Something I didn’t notice as a 6-year-old unhardened by various forms of racism and its exclusionary tendencies: All the witches, magicians, and even the damn talking pumpkins in my fav flicks are portrayed by white actors and actresses, no exceptions. How could this be?

Well, I can’t say I’m surprised because Hollywood has never been that great at inclusionary casting. After all, if there weren’t any Black folks cast in “The Wizard of Oz” in 1939 and Elizabeth Taylor was able to play Cleopatra, an Egyptian queen who was surely magic in 1963, then I can’t set the bar too high now, can I? 

There’s a deep-seated history of the silver screen never going Black. But that’s not why I’m here. What’s got my knickers in a knot is that real magic — rituals however intimate, traditional, and powerful when performed by actual Black people, have always been condemned. Yet somehow the idea of spells being cast by three white women surrounding a cauldron deserves backing and full fruition from Disney’s studios?
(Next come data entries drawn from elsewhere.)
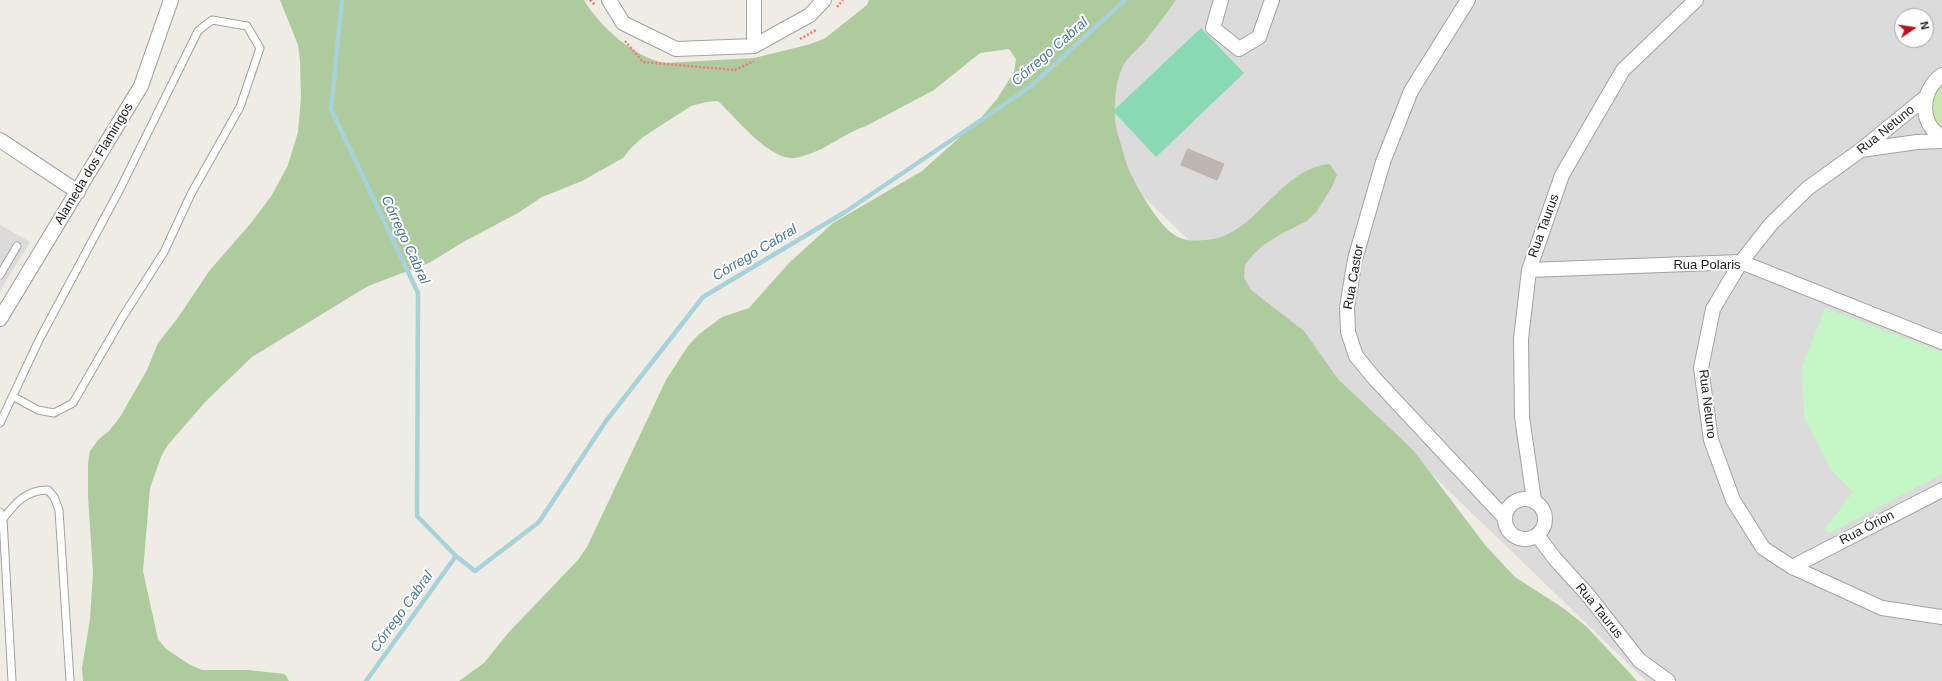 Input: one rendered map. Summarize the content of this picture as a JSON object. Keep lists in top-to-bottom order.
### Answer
{
  "streets": {
    "street": [
      "Rua Netuno",
      "Alameda dos Flamingos",
      "Rua Taurus",
      "Rua Polaris",
      "Rua Castor",
      "Rua Órion"
    ]
  },
  "crossings": [
    ["Rua Netuno", "Rua Polaris"],
    ["Rua Netuno", "Rua Órion"],
    ["Rua Taurus", "Rua Polaris"],
    ["Rua Taurus", "Rua Castor"]
  ],
  "water": ["Córrego Cabral"],
  "north": "right"
}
I’m verklempt and so I took to Google as one does when she is looking to connect to her roots and was quickly met with the trial transcripts of a place called The Inquisition Tribunal in Cartagena de Indies, where five Black slaves — four women and one man named Leonor, Giomar, Polonía, María Linda and Cosme — were brought to the port city of New Granada, from the mining town of Zaragoza in 1620. They were charged with participating in a diabolical sect of witches. The trial transcripts get semi-graphic and but surely reign a bit more true than Disney movies as to what the history of magic really is. 

Mass media and consumerism must be in quite an ethical struggle for this type of mass erasure of magic and its history because as I continued to dig through Google I of course found that not only Black but quite literally the entire atmosphere of people of color is likely feeling similarly. I found stories about Tituba, who was the first woman, also enslaved, to be accused of witchcraft in the 1692 Salem witch trials. 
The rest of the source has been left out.